Here’s how Democrats can break through the GOP's 'impenetrable red curtain over rural America'
The Democratic National Committee was hoping the 2020 election would be so vehement a repudiation of Trumpism that Democrats would recapture the U.S. Senate and substantially increase their majority in the U.S. House of Representatives. But that blue tsunami didn't materialize. Although President-elect Biden enjoyed a decisive victory — winning 306 electoral votes and defeating President Donald Trump by more than 6 million in the popular vote — the Democratic House majority shrunk, and the future of the Senate is still up in the air (depending on what happens in two Senate runoffs in Georgia in January). The Atlantic's Ronald Brownstein, in an article published on November 27, argues that Democrats' majority in the House has become shaky and outlines some things he believes they need to do to prevent Republicans from retaking the House in 2022.
"Joe Biden marked an unexpected and unwanted milestone this month when he won a clear popular-vote majority in the presidential election but saw his party suffer substantial losses in the House of Representatives," Brownstein explains. "That unusual combination of results — the first time it's happened in more than 120 years — crystallizes the core challenge Democrats face in translating their consistent victories in the popular vote into congressional power."
Although the GOP slightly increased its Senate majority in 2018, Democrats enjoyed a blue tsunami in the House that year with a net gain of 40 seats. House Speaker Nancy Pelosi has been overseeing a very big tent in 2019 and 2020 — one ranging from centrists like Rep. Abigail Spanberger of Virginia to staunch progressives such as Rep. Alexandria Ocasio-Cortez of New York City, Rep. Pramila Jayapal of Washington State and Rep. Ilhan Omar of Minnesota.

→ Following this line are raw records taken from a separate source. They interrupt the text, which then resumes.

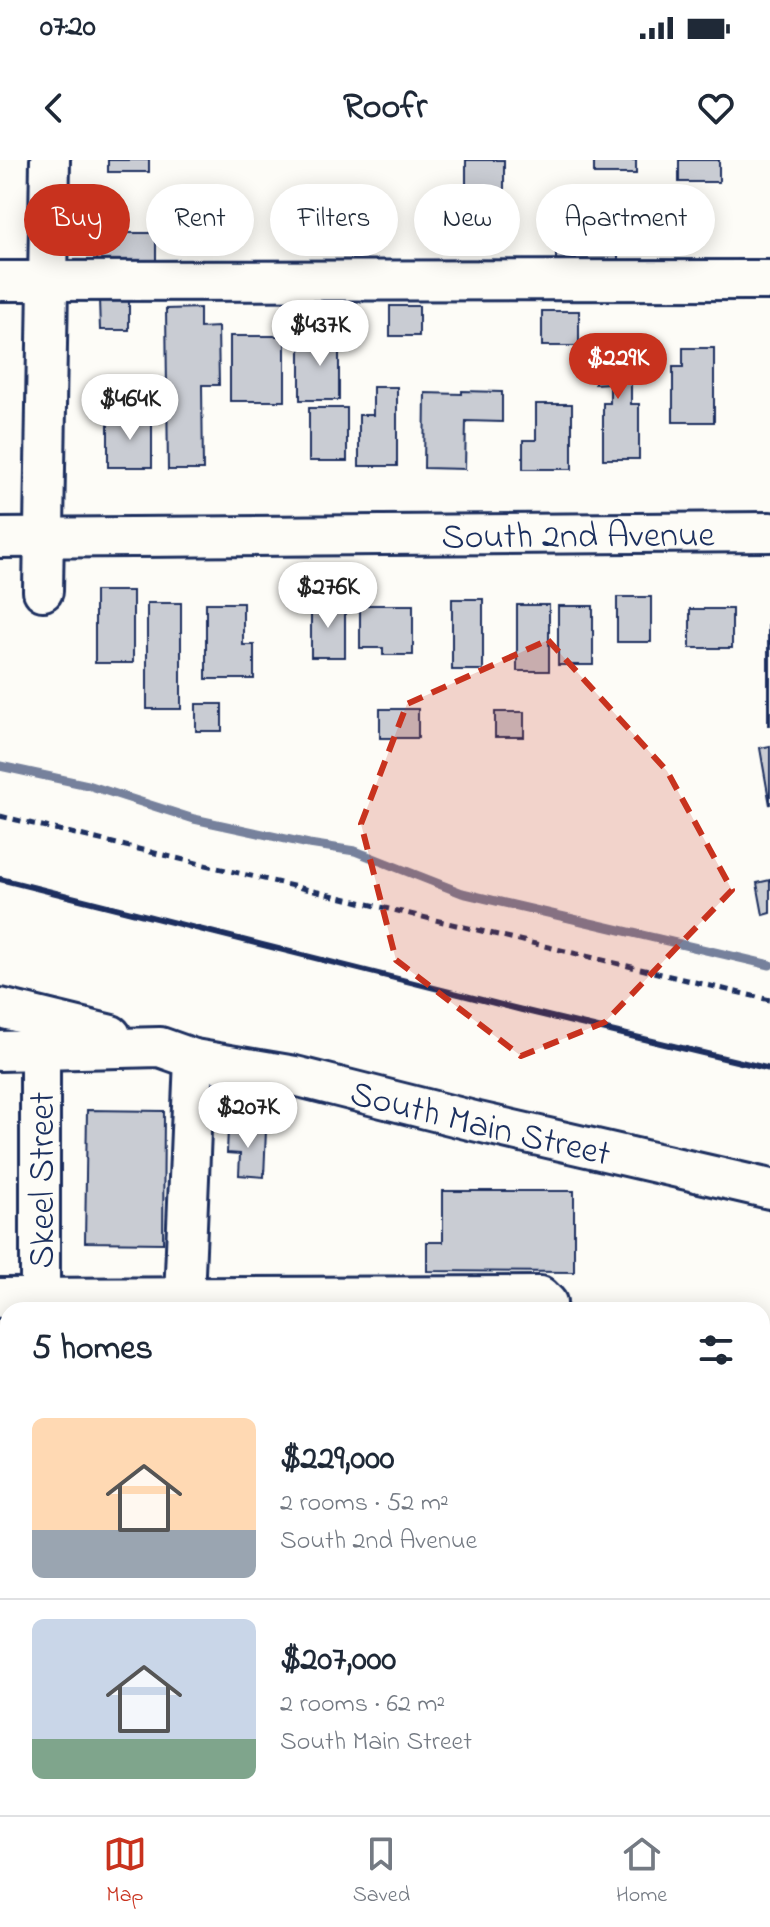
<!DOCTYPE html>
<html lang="en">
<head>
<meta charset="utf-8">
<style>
  :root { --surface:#fff; --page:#f6f6f7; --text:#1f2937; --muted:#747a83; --line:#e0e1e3; --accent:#c8321e }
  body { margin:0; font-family:"Indie Flower",sans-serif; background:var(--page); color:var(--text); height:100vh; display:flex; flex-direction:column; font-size:30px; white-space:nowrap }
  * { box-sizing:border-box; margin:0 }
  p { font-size:26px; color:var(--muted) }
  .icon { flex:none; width:44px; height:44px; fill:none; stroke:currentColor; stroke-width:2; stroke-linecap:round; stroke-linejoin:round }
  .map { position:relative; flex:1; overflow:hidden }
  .side { position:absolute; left:0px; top:1142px; width:770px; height:514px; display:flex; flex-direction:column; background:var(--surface); border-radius:24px 24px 0 0; box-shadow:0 4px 20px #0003 }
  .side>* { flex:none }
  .hud { position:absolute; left:24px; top:24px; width:722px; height:72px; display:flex; gap:16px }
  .price { position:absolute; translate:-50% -68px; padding:0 18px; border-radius:28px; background:#fff; color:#222; font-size:26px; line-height:52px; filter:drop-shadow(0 2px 4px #0008) }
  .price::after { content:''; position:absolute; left:50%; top:48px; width:24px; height:18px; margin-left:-12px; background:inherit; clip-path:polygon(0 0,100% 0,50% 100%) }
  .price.selected { background:var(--accent); color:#fff }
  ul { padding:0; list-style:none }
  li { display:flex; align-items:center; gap:24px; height:200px; padding:0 32px }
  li+li { border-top:2px solid var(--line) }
  li span { display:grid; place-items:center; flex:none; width:224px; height:160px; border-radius:12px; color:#555 }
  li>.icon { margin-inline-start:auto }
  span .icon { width:96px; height:96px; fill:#fffc; stroke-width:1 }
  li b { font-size:34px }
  h2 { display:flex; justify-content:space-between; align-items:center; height:96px; padding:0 32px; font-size:34px }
  .chip { padding:0 28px; border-radius:36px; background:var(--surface); box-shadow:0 4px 20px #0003; font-size:28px; line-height:72px }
  .chip.selected { background:var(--accent); color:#fff }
  .status { display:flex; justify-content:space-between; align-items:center; height:56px; padding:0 40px; background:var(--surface); direction:ltr }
  .status svg { height:22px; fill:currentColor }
  header { display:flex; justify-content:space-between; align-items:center; height:104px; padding:0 32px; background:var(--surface); font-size:36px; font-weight:700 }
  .tabs { display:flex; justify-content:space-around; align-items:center; height:112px; border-top:2px solid var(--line); background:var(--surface); font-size:22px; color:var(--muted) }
  .tabs a { display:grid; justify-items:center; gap:4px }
  .tabs .selected { color:var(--accent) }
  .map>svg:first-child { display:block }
</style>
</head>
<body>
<div class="status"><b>07:20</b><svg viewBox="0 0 49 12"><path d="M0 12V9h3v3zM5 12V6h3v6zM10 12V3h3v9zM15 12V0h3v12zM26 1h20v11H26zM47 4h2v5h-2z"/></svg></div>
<header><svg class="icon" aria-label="back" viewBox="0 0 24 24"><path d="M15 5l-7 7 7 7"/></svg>Roofr<svg class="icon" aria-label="heart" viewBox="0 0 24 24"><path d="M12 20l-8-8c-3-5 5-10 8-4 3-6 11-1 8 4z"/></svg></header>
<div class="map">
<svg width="770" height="1655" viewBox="0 0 770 1655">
  <rect width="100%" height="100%" fill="#fdfcf7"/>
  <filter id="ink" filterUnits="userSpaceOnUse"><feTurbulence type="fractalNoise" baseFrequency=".0125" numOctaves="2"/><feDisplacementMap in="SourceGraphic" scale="16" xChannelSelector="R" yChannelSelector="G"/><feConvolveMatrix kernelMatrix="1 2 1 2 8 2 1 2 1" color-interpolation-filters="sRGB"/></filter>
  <g filter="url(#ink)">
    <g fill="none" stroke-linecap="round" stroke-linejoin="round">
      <!-- stream -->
      <path stroke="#76819c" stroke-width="9" d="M 0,606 L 88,625 L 194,659 L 309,684 L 355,691 L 462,733 L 770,805"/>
    </g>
    <!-- building -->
    <g fill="#c9ccd3" stroke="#1b2f5e" stroke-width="2">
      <rect x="108" y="0" width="41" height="12"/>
      <rect x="466" y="0" width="38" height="46"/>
      <rect x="594" y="0" width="42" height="14"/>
      <rect x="679" y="0" width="40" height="22"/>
      <rect x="181" y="51" width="45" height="34"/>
      <rect x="97" y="73" width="59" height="35"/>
      <path d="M 582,76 L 618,76 L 618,102 L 556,101 L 556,79 L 582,79 Z"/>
      <path d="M 99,139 L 129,139 L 129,170 L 100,170 Z"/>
      <rect x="390" y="146" width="29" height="30"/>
      <path d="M 200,148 L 200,168 L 218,167 L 219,225 L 202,225 L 203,310 L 168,310 L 166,149 Z"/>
      <rect x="542" y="151" width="37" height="35"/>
      <rect x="300" y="175" width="39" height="65"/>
      <rect x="230" y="176" width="55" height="65"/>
      <path d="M 594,182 L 631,182 L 631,244 L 639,244 L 639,299 L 603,299 L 603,243 L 610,243 L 610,223 L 595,224 Z"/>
      <path d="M 683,188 L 714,188 L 714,262 L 673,262 L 673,207 L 683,207 Z"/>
      <path d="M 373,227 L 397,227 L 397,306 L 359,306 L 359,255 L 373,255 Z"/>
      <path d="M 462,231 L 502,232 L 502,262 L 466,261 L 465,309 L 424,308 L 425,233 L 462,234 Z"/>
      <path d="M 536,244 L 572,244 L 572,309 L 523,309 L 523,280 L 536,280 Z"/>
      <rect x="309" y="248" width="38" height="53"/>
      <rect x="108" y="257" width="44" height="50"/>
      <rect x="95" y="431" width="38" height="72"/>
      <rect x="617" y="437" width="34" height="45"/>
      <rect x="452" y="439" width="31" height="71"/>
      <rect x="311" y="442" width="34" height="55"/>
      <rect x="147" y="443" width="34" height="106"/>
      <path d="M 206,443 L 243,443 L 243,485 L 254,485 L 254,519 L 206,519 Z"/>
      <path d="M 360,445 L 413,445 L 413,495 L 383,495 L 383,488 L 360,488 Z"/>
      <rect x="517" y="445" width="32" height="66"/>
      <rect x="558" y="446" width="35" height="59"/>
      <rect x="690" y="449" width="42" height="39"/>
      <rect x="768" y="456" width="2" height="109"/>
      <rect x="196" y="544" width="26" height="27"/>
      <rect x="380" y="549" width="38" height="29"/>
      <rect x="495" y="552" width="29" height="25"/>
      <path d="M 770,586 L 770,645 L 760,588 Z"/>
      <path d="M 770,720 L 770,753 L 763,755 L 757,723 Z"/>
      <path d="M 87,950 L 164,951 L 163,1083 L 85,1082 Z"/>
      <path d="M 228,968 L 266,970 L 264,1017 L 239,1015 L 240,994 L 227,993 Z"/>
      <path d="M 443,1031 L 574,1031 L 574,1112 L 427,1111 L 427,1082 L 443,1082 Z"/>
      <path d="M 762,1502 L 770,1503 L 770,1533 L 762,1532 Z"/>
      <path d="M 764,1577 L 770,1578 L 770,1655 L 699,1655 L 699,1648 L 762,1648 L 762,1583 Z"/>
    </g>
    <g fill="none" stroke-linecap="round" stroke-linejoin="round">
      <defs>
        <g id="minor">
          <path d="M 0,121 L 770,120"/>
          <path id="s1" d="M 0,378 L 770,372"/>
          <path d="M 43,431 L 50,0"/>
          <path d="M 0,848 L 111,875"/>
          <path id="s2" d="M 0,891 L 160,887 L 194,899 L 295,916 L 474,961 L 770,1029"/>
          <path d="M 184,1137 L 194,899"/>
          <path d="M 0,1138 L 540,1136 L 547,1143"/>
          <path d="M 40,1150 L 40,890"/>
          <path d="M 39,1648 L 39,1655"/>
          <path d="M 282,1648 L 282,1655"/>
        </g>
      </defs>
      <!-- minor casing -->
      <use href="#minor" stroke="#1b2f5e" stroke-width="44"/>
      <!-- path -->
      <path stroke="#1b2f5e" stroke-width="5" stroke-dasharray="8 6" stroke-linecap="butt" d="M 0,656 L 770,840"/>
      <!-- minor -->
      <use href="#minor" stroke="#fdfcf7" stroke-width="38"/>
      <!-- rail -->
      <path stroke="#1b2f5e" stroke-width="6" d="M 0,719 L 522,850 L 770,909"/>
    </g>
  </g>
  <!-- marked area -->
  <path fill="#c8321e" fill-opacity="0.2" stroke="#c8321e" stroke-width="6" stroke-dasharray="16 10" stroke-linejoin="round" d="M 548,480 L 667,611 L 732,730 L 605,862 L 521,896 L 396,800 L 361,664 L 407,544 Z"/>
  <g text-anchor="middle" stroke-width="6" stroke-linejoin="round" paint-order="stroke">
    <!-- street labels -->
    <g font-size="36" fill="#1b2f5e" stroke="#fdfcf7">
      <text dy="13" stroke="none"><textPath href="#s1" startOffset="578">South 2nd Avenue</textPath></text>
      <text dy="13" stroke="none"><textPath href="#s2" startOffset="490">South Main Street</textPath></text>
      <text transform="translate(40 1020) rotate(-90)" y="13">Skeel Street</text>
    </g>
  </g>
</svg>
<b class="price" style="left:320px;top:208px">$437K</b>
<b class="price selected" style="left:618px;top:241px">$229K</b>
<b class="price" style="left:130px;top:282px">$464K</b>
<b class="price" style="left:328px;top:470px">$276K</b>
<b class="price" style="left:248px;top:990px">$207K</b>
<div class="hud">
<a class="chip selected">Buy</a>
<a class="chip">Rent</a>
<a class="chip">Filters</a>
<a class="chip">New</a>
<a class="chip">Apartment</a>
</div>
<section class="side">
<h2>5 homes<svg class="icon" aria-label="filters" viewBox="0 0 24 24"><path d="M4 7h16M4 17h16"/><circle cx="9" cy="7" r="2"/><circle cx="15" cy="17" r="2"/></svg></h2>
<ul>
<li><span style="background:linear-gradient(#ffd9b3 70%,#9aa5b1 0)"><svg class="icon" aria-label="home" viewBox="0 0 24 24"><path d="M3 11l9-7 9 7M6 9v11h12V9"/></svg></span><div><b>$229,000</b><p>2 rooms · 52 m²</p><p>South 2nd Avenue</p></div></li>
<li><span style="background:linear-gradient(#c9d6e8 75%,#7fa58c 0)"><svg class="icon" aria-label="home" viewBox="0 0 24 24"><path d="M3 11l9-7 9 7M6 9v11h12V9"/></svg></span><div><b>$207,000</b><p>2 rooms · 62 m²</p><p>South Main Street</p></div></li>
</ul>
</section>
</div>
<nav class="tabs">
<a class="selected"><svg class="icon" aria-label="map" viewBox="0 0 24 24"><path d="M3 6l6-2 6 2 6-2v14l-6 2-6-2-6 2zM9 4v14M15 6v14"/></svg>Map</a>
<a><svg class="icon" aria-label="saved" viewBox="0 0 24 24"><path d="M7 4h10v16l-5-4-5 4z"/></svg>Saved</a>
<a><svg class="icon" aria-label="home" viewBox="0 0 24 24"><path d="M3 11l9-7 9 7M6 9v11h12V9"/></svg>Home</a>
</nav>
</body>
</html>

Brownstein describes the Democratic coalition in the House as "deep but narrow" in "geographic terms."
"The (Democratic) Party has consolidated its hold on the nation's largest metropolitan centers, which allows it to amass substantial popular-vote victories," Brownstein notes. "But it has systematically declined in the smaller places beyond them — a dynamic that's intensified during Donald Trump's polarizing presidency."
Moreover, Brownstein warns, "the GOP's red curtain over Rural America looks almost impenetrable at this point."
The Atlantic senior editor observes, "While Democrats will still run the House (in 2021), Republicans' unanticipated gains there underscore how the growing concentration of the Democrats' political support into a few large places threatens their position in that chamber as well. With three House seats still to be decided — one each in California, Iowa and New York — Republicans have substantially narrowed the majority that the Democrats amassed in their 2018 sweep. So far, Democrats will control 222 House seats and Republicans 210; immediately before the election, the balance was 232 Democrats to 197 Republicans, with one libertarian and five vacancies."
Brownstein points out that although Democrats "have now won the popular vote in seven of the past eight presidential elections," their "support in exurban, small-town, and rural regions has collapsed." And he wraps up his piece by emphasizing that if Democrats want to keep the House in 2022, they will need to work extra hard in "newly blue suburban areas" and try to make inroads in rural areas as well — which will be challenging.
"For Democrats, the surest way to defend their House majority may be to rebuild their capacity to compete in at least a few more small-town and rural districts," Brownstein argues. "That proved impossible with Trump polarizing the electorate so sharply along cultural lines. The future of the House Democratic majority may depend on whether Biden succeeds in his uphill quest to lower the temperature of partisan conflict and narrow the nation's gaping political divides."